» Data provided
▼

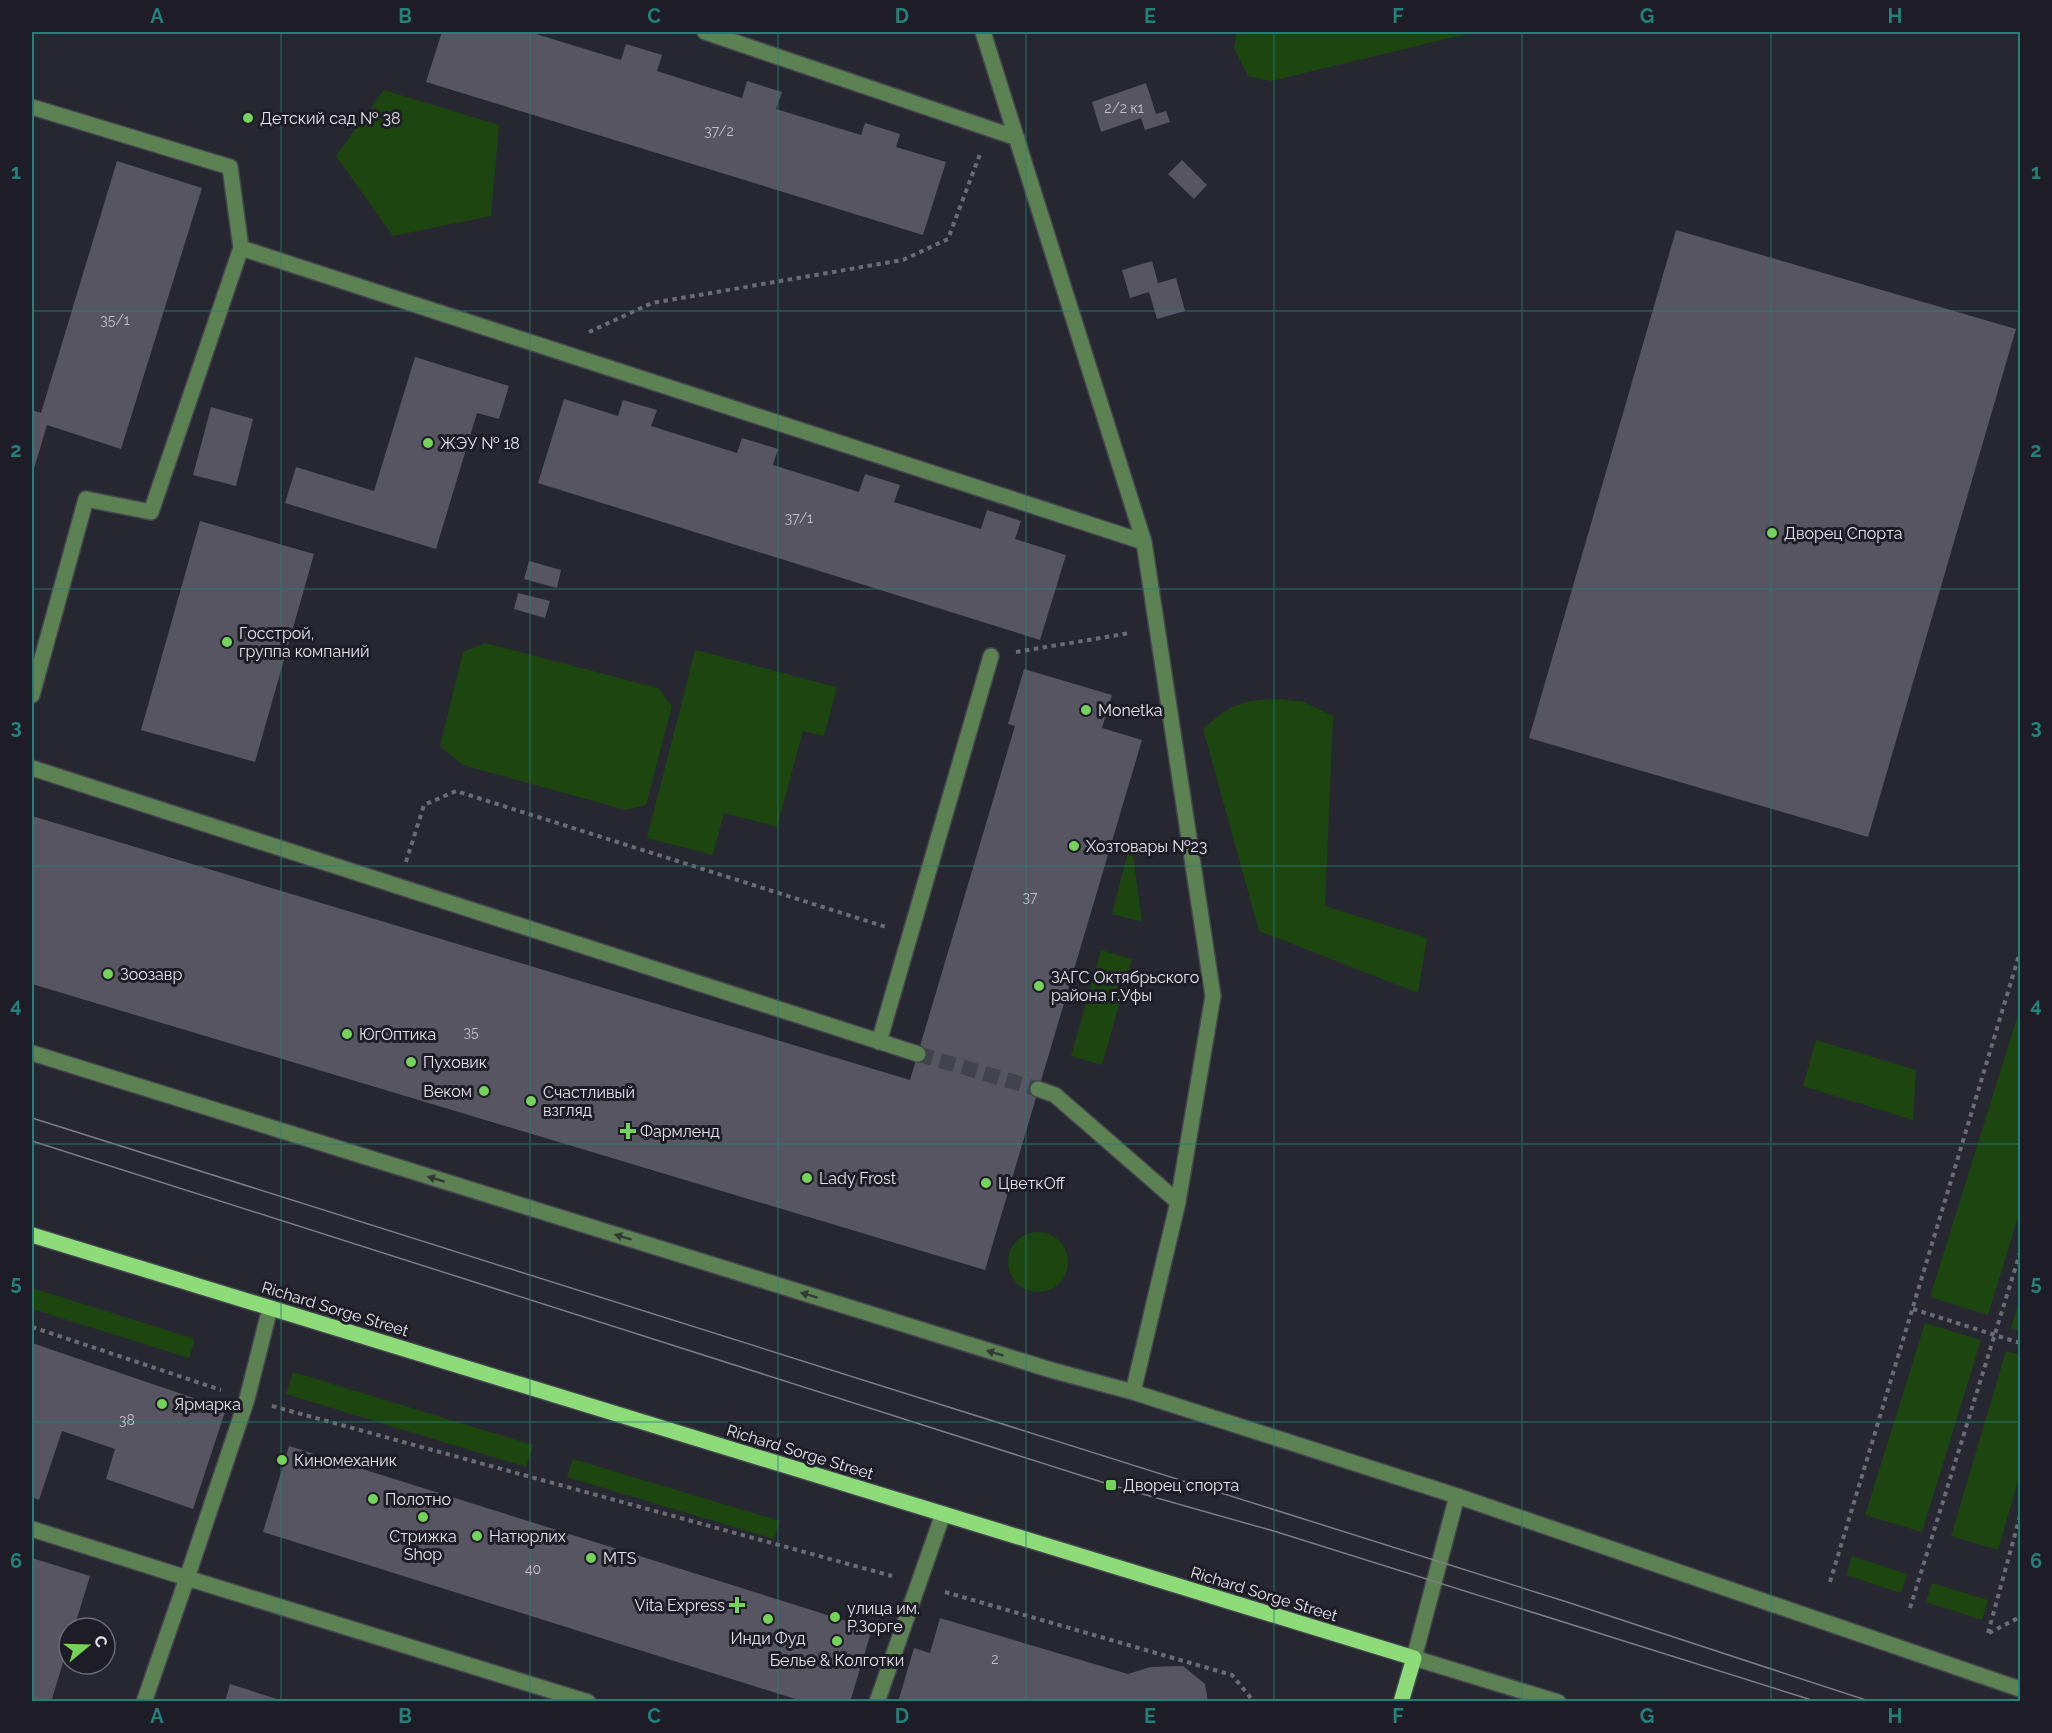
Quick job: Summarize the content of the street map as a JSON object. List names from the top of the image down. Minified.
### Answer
{"streets":{"main road":["Richard Sorge Street"]},"places":{"other":["Детский сад № 38","ЖЭУ № 18","Дворец Спорта","Госстрой, группа компаний","Monetka","Хозтовары №23","Зоозавр","ЗАГС Октябрьского района г.Уфы","ЮгОптика","Пуховик","Веком","Счастливый взгляд","Lady Frost","ЦветкOff","Ярмарка","Киномеханик","Полотно","Стрижка Shop","Натюрлих","MTS","улица им. Р.Зорге","Инди Фуд","Белье & Колготки"],"health":["Фармленд","Vita Express"],"transit":["Дворец спорта"]},"house_numbers":["2/2 к1","37/2","35/1","37/1","37","35","38","40","2"],"north":"right","grid":{"columns":["A","B","C","D","E","F","G","H"],"rows":["1","2","3","4","5","6"]}}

▲

» Task prompt
Each line of the data should be printed again exactly. Please leave pictures out.

» Output of the exercise
Quick job: Summarize the content of the street map as a JSON object. List names from the top of the image down. Minified.
### Answer
{"streets":{"main road":["Richard Sorge Street"]},"places":{"other":["Детский сад № 38","ЖЭУ № 18","Дворец Спорта","Госстрой, группа компаний","Monetka","Хозтовары №23","Зоозавр","ЗАГС Октябрьского района г.Уфы","ЮгОптика","Пуховик","Веком","Счастливый взгляд","Lady Frost","ЦветкOff","Ярмарка","Киномеханик","Полотно","Стрижка Shop","Натюрлих","MTS","улица им. Р.Зорге","Инди Фуд","Белье & Колготки"],"health":["Фармленд","Vita Express"],"transit":["Дворец спорта"]},"house_numbers":["2/2 к1","37/2","35/1","37/1","37","35","38","40","2"],"north":"right","grid":{"columns":["A","B","C","D","E","F","G","H"],"rows":["1","2","3","4","5","6"]}}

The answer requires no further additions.